Employeur : la Garde nationale de Bahrein ; recruteur : la pakistanaise Overseas Employment Services (OES), filiale de la Fauji Fundation, une organisation «non gouvernementale» créée en 1954 pour subvenir aux besoins des soldats partis à la retraite ; aujourd’hui un conglomérat qui pèse 2 milliards de dollars et 4 % de la capitalisation de la Bourse de Lahore. Spécialisée en «ressources humaines», l’OES est l’une des ramifications du complexe militaro-industriel d’Islamabad. Les encarts ont été publiés dans le Daily Jang, le premier quotidien du Pakistan, les 25 février et 1er mars, et répercutées sur le site de l’OES, qui ne s’est donc même pas donné la peine de la discrétion tant il fallait aller vite. Jusqu’à rentrer dans les détails : «Urgent : une délégation de la Garde nationale de Bahreïn effectuera une visite au Pakistan du 1er au 14 mars pour sélectionner les catégories ci-mentionnés de personnels à Lahore», apprend-on à la lecture du communiqué, daté du 1er.

Avant même de bénéficier du secours tant espéré, et fort intéressé, de l’Arabie Saoudite et de ses voisins émiratis sous le parapluie du Conseil de coopération du Golfe. Le régime bahreïni, confronté à une révolte sans précédent, s’activait donc sur un plan B plutôt insolite : le recrutement de mercenaires au Pakistan, pays avec lequel il entretient de très bonnes relations commerciales et militaires. Friande, à l’instar de ses voisins, des petits bras du sous-continent indien qui peuplent d’ordinaire ses chantiers du BTP, voilà que la monarchie leur fait appel pour assurer l’ordre public.

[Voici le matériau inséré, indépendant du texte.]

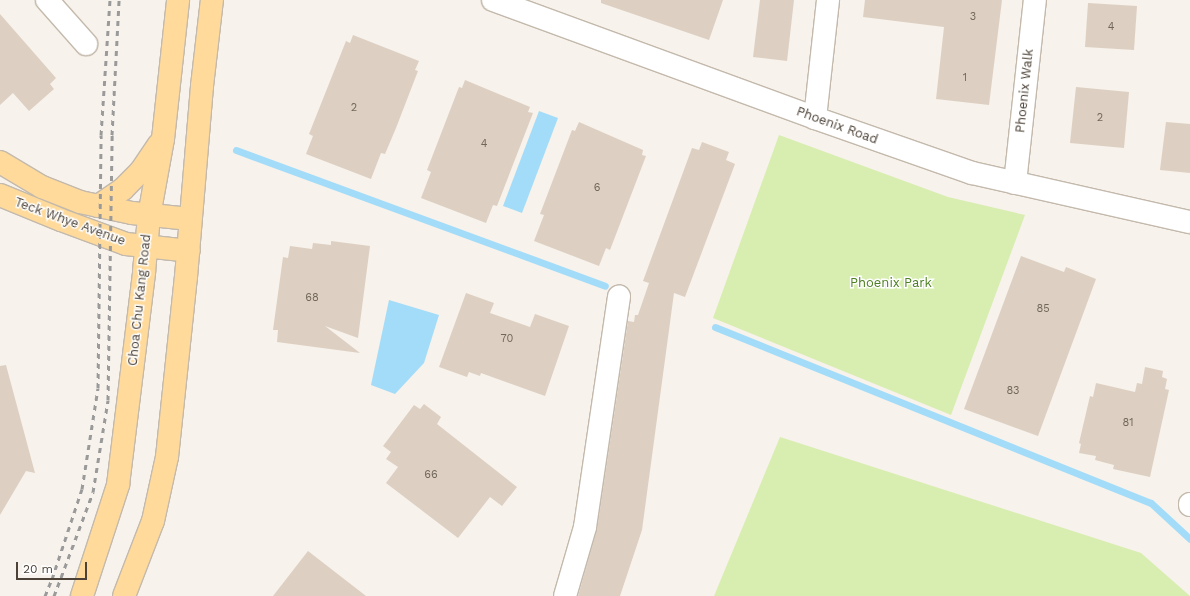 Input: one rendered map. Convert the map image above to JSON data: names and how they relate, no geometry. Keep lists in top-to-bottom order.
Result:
{
  "streets": {
    "main road": ["Teck Whye Avenue", "Choa Chu Kang Road"],
    "street": ["Phoenix Walk", "Phoenix Road"]
  },
  "crossings": [
    ["Phoenix Walk", "Phoenix Road"],
    ["Teck Whye Avenue", "Choa Chu Kang Road"]
  ],
  "parks": ["Phoenix Park"],
  "house_numbers": [
    "3",
    "4",
    "1",
    "2",
    "2",
    "4",
    "6",
    "68",
    "85",
    "70",
    "83",
    "81",
    "66"
  ],
  "scale_bar": "20 m"
} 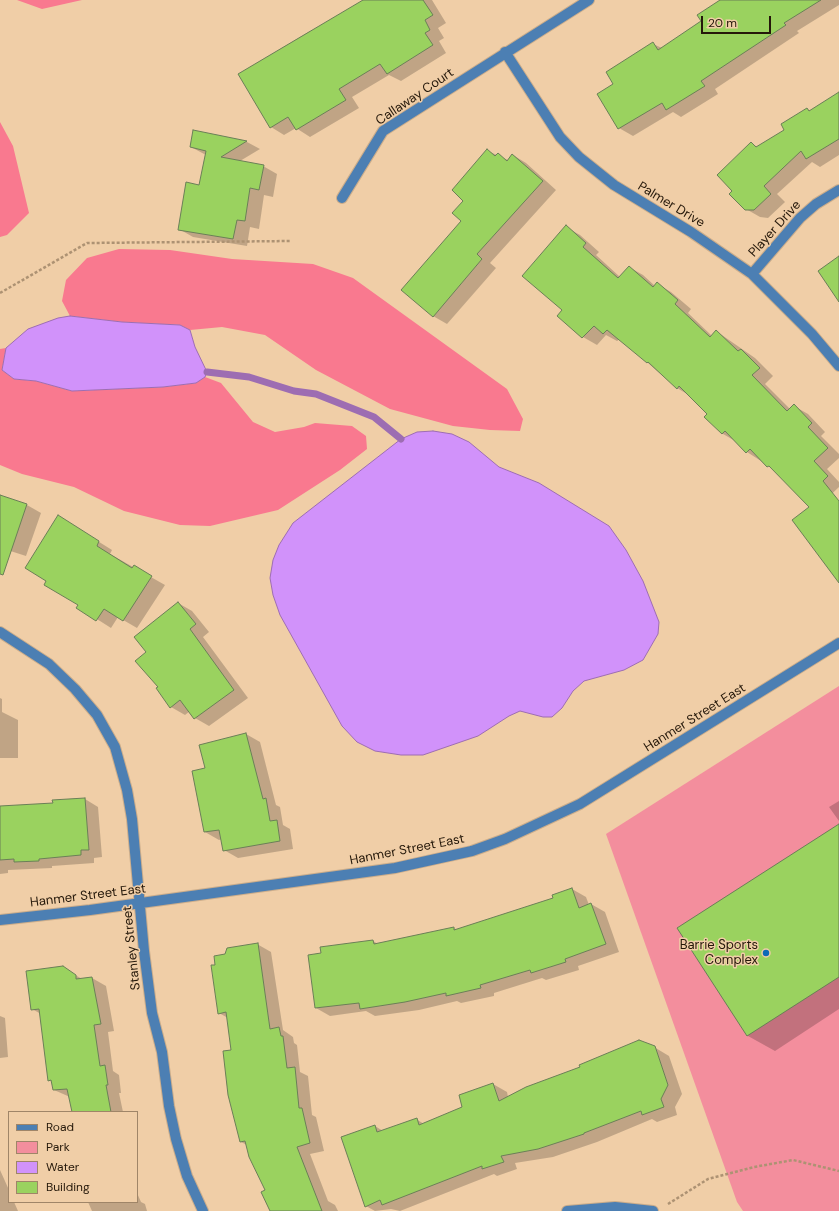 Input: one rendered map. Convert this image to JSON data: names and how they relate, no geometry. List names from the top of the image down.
{
  "streets": {
    "street": [
      "Callaway Court",
      "Palmer Drive",
      "Player Drive",
      "Hanmer Street East",
      "Stanley Street"
    ]
  },
  "crossings": [
    ["Callaway Court", "Palmer Drive"],
    ["Palmer Drive", "Player Drive"],
    ["Hanmer Street East", "Stanley Street"]
  ],
  "places": ["Barrie Sports Complex"],
  "legend": [
    "Road",
    "Park",
    "Water",
    "Building"
  ],
  "scale_bar": "20 m"
}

Avec un certain succès, si l’on en croit en Centre bahreïni pour les droits de l’homme, qui estime à près de 800 le nombre de Pakistanais déployés dans les rues. Soit près de 10% des effectifs théoriques des forces terrestres du micro-Etat. Une présence non sans conséquences pour la sécurité de leurs compatriotes établis dans le pays, Islamabad regrettait la semaine dernière par la voix du porte-parole de son ministère des Affaires étrangères, Tehmina Jenjua, «la mort de plusieurs de ses ressortissants à Bahreïn», sans plus de précisions. «En plus d’une invasion de Saoudiens au nom de la défense mutuelle, comme si la majorité des Bahreïnis était une force extérieure dans son propre pays, le roi recrute des bataillons de mercenaires et baltagyas chez les talibans», enrageait de son côté un sympathisant de l’opposition.

En visite au siège de la Garde nationale le 3 mars, Hamad ibn Issa Al-Khalifa motivait les troupes et les félicitait pour «leurs disponibilité permanente et leur souci constant d’assurer la sécurité nationale et de protéger les réalisations durement mises en oeuvre par le royaume pour le bien des citoyens». Elles ont eu fort à faire depuis. C’était avant l’arrivée des Pakistanais puis des troupes du CCG : plusieurs milliers de soldats saoudiens et 500 policiers émiratis. Gratuitement, ceux-là.